Data extract:

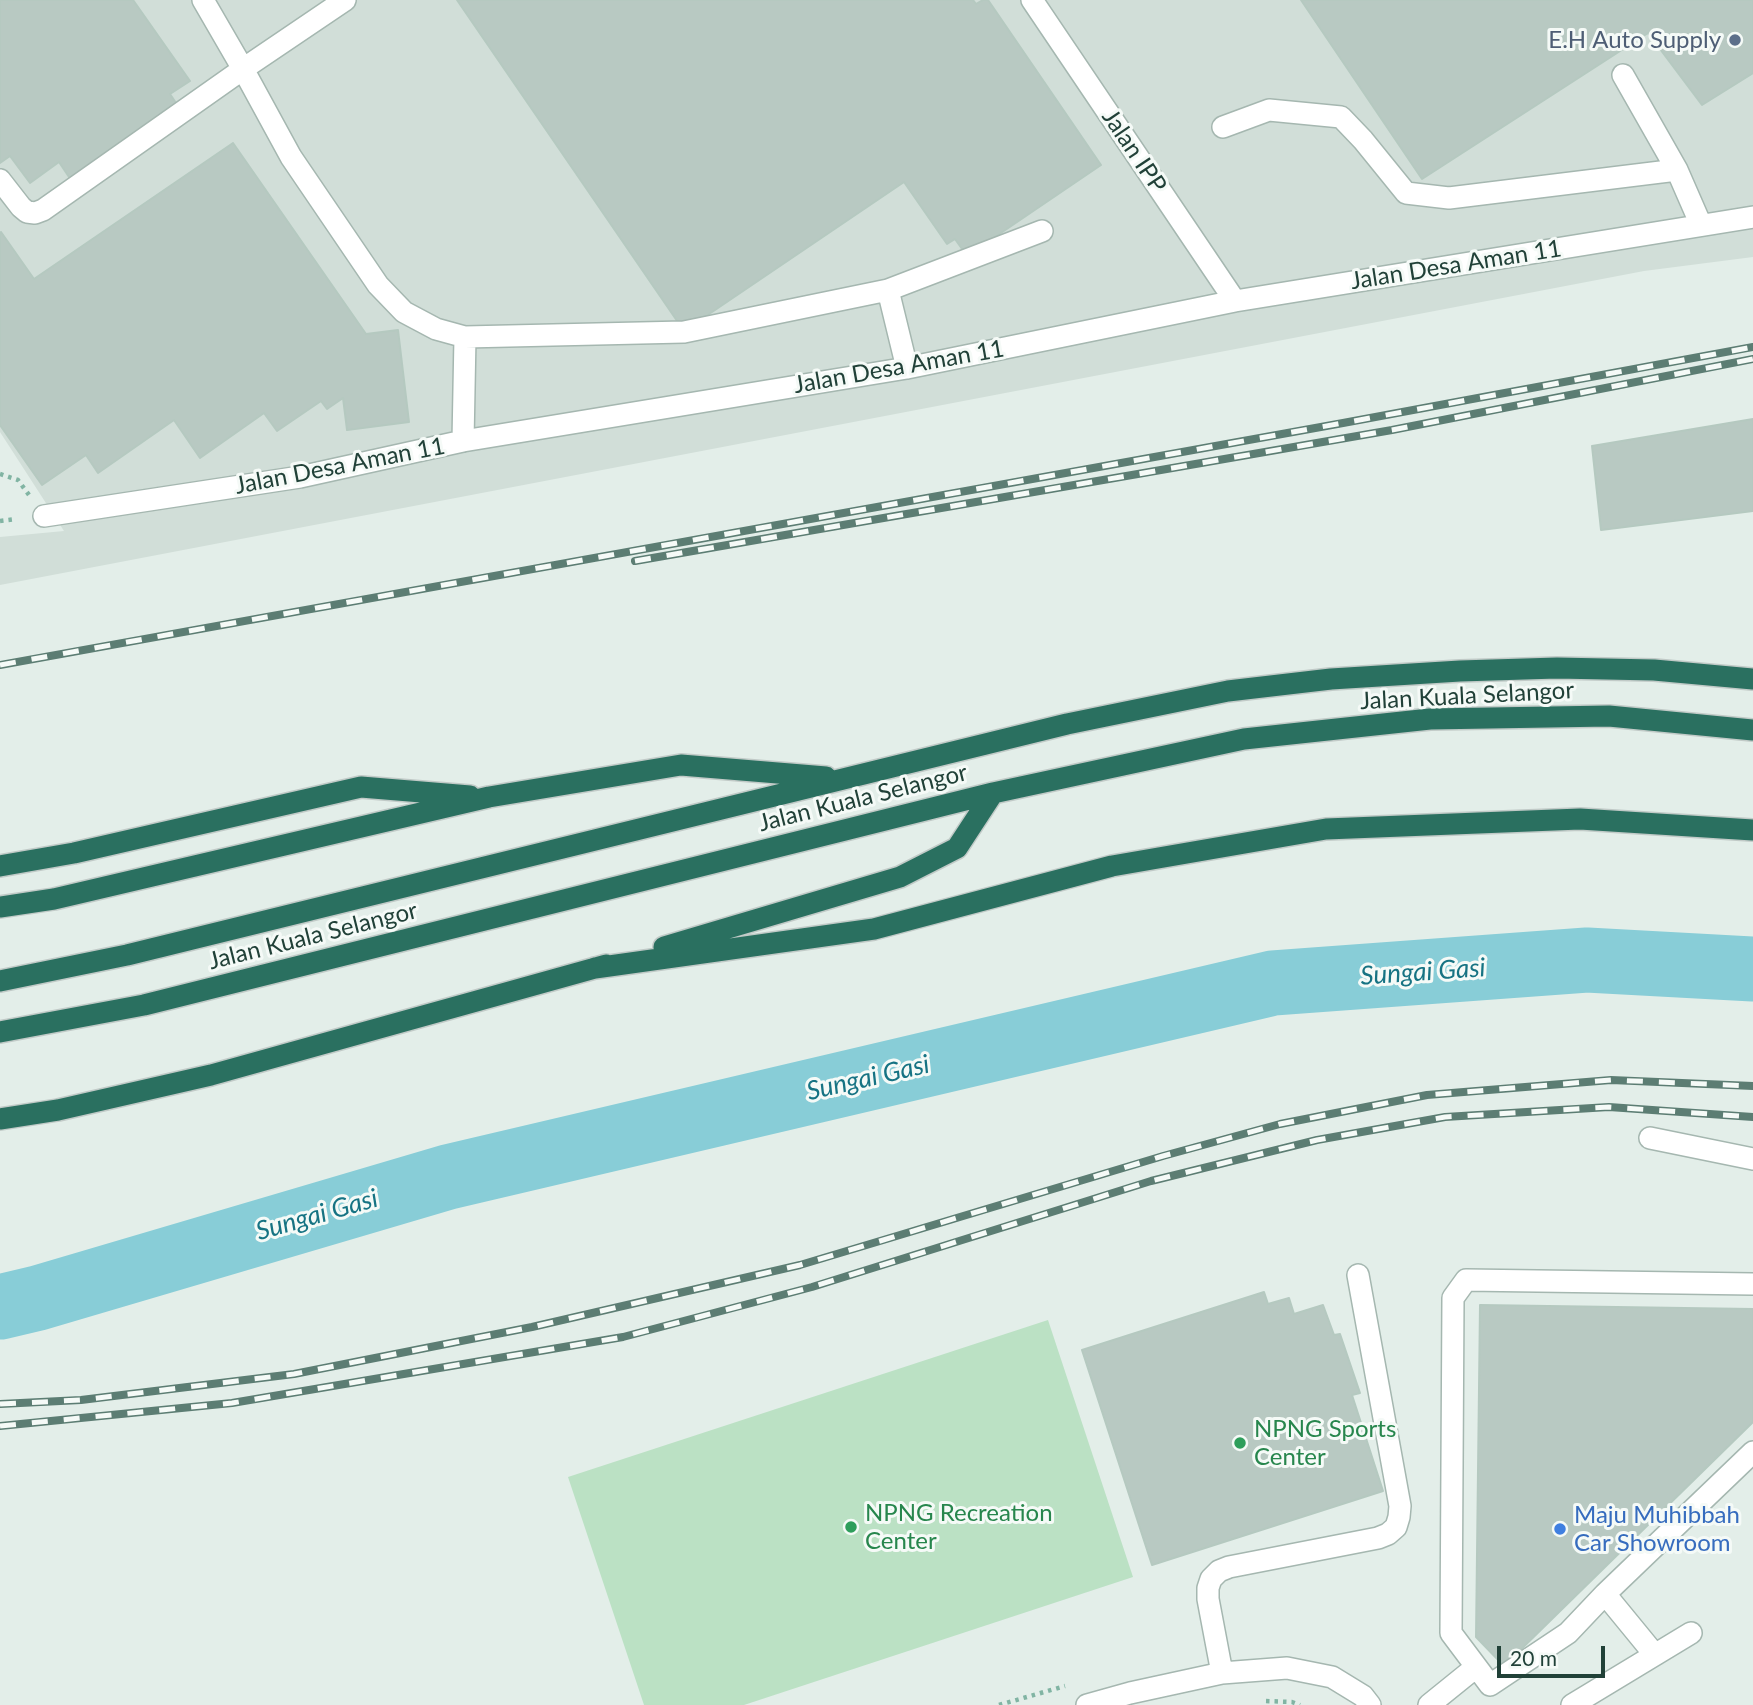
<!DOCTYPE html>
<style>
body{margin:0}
#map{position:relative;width:1753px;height:1705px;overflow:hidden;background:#e3eee9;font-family:Lato,sans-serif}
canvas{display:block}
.scale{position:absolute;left:1497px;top:1646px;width:108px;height:32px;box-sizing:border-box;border:4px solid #214138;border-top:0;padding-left:9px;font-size:21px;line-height:24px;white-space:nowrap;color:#214138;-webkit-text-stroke:5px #f5faf7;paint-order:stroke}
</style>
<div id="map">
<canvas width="1753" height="1705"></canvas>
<div class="scale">20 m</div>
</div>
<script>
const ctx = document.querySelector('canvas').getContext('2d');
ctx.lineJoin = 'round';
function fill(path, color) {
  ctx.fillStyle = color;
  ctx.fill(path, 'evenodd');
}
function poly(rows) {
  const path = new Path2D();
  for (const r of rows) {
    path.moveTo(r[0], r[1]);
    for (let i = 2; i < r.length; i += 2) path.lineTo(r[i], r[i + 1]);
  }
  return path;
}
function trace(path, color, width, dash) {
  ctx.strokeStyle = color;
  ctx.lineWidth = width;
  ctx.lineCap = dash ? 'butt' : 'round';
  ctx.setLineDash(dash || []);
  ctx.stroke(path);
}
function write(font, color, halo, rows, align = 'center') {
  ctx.font = font + ' Lato,sans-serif';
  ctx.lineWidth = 6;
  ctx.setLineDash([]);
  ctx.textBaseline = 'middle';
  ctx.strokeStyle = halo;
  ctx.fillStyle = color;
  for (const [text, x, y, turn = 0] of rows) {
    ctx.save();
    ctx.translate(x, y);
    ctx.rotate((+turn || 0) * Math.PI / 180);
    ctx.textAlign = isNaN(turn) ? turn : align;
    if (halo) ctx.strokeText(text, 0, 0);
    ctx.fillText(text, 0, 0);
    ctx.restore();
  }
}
fill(poly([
 [0,0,1753,0,1753,257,1644,271,0,585,0,537,64,531,0,432]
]), '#d1ded8');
fill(poly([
 [1048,1320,1133,1577,744,1705,644,1705,568,1477]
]), '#bbe1c4');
trace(poly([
 [0,1307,38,1298,448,1177,1273,983,1587,960,1753,969]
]), '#88cdd7', 65);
const building = poly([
 [0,0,133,0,190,81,170,94,182,112,75,186,59,162,30,183,10,156,0,163,0,0],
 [457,0,973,0,976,4,983,0,988,0,1101,165,967,256,955,239,947,244,904,182,684,331,457,0],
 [1301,0,1753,0,1753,73,1702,105,1648,33,1422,179,1301,0],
 [233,143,366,334,398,330,409,422,347,430,343,398,327,409,321,401,277,431,264,413,200,458,174,420,98,473,86,455,42,485,0,425,0,233,1,232,34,279,233,143],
 [1753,419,1753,511,1601,530,1592,446,1753,419],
 [1264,1292,1268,1304,1289,1298,1294,1314,1323,1305,1334,1335,1340,1334,1360,1393,1352,1395,1383,1491,1152,1565,1082,1350,1264,1292],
 [1480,1305,1753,1309,1753,1422,1504,1666,1476,1637,1480,1305]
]);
fill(building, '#b8c9c2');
trace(building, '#b5c9c0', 2);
const minor = poly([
 [203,0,243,69,291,157,378,285,404,312,436,329,465,337],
 [1032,0,1235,301],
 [1623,75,1677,170,1701,225],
 [1223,127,1269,110,1341,117,1363,140,1406,193,1449,198,1677,170],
 [0,180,21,207,27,212,35,213,43,210,243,69,345,0],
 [888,290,907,368],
 [463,441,465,337,684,332,888,290,1042,231],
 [44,516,300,477,463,441,907,368,1235,301,1753,217],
 [1650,1138,1753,1159],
 [1753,1284,1466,1280,1453,1298,1451,1633,1490,1685,1568,1633,1605,1594,1753,1452],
 [1605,1594,1655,1655],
 [1222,1673,1208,1599,1208,1588,1211,1579,1219,1571,1229,1567,1378,1538,1388,1534,1396,1527,1399,1517,1400,1506,1358,1275],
 [1087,1705,1130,1693,1222,1673,1287,1668,1332,1677,1363,1696,1370,1705],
 [1429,1705,1476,1667],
 [1572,1705,1691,1633]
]);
const highway = poly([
 [0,866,74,853,361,787,470,796],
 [0,907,54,899,489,797,681,765,826,777],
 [664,947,900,877,957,848,993,793],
 [595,968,874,929,1112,866,1326,829,1580,819,1753,830],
 [0,981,127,955,1067,724,1228,691,1331,679,1460,671,1557,668,1654,670,1753,679],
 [0,1032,144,1005,993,793,1244,739,1430,719,1609,716,1753,730],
 [0,1119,58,1110,211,1075,606,965]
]);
trace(minor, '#a5b7b0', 24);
trace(highway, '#c1cac7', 24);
trace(poly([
 [0,474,18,480,29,495],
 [0,521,16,519],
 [1266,1701,1292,1702,1300,1705],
 [999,1705,1065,1686]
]), '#81b4a3', 4.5, [3.5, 5]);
trace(minor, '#fff', 21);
trace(highway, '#2a7060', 21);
const rail = poly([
 [635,561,1392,430,1753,359],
 [0,665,1343,423,1753,347],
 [0,1404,81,1400,294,1374,532,1327,800,1265,1163,1156,1280,1124,1427,1095,1611,1080,1753,1086],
 [0,1426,232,1403,623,1337,812,1287,1151,1181,1317,1140,1445,1117,1609,1107,1753,1117]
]);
trace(rail, '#5c7d73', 8);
trace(rail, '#f5faf7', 5, [16]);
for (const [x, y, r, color] of [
 [1735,40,7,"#5c6f8a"],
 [1240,1443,7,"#2e9e5b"],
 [851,1527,7,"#2e9e5b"],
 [1560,1529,7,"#3f7fe0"]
]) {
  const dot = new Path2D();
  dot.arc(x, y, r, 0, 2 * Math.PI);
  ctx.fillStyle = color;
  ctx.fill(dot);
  trace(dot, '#f5faf7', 2.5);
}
write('24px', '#4e5e75', '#f5faf7', [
 ["E.H Auto Supply",1721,40]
], 'right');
write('24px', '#214138', '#f5faf7', [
 ["Jalan IPP",1134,151,56],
 ["Jalan Desa Aman 11",1456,265,-9],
 ["Jalan Desa Aman 11",899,367,-10],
 ["Jalan Desa Aman 11",340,466,-11],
 ["Jalan Kuala Selangor",1467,696,-3],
 ["Jalan Kuala Selangor",863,798,-14],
 ["Jalan Kuala Selangor",313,936,-14]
]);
write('24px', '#27864d', '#f5faf7', [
 ["NPNG Sports",1254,1429],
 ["Center",1254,1457],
 ["NPNG Recreation",865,1513],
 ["Center",865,1541]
], 'left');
write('24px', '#366cbe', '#f5faf7', [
 ["Maju Muhibbah",1574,1515],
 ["Car Showroom",1574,1543]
], 'left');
write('italic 26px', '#167383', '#f5faf7', [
 ["Sungai Gasi",1423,972,-4],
 ["Sungai Gasi",868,1078,-13],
 ["Sungai Gasi",317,1215,-16]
]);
</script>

Assignment:
All lines with the word "function" should be copied from the material above.

Expected answer:
function fill(path, color) {
function poly(rows) {
function trace(path, color, width, dash) {
function write(font, color, halo, rows, align = 'center') {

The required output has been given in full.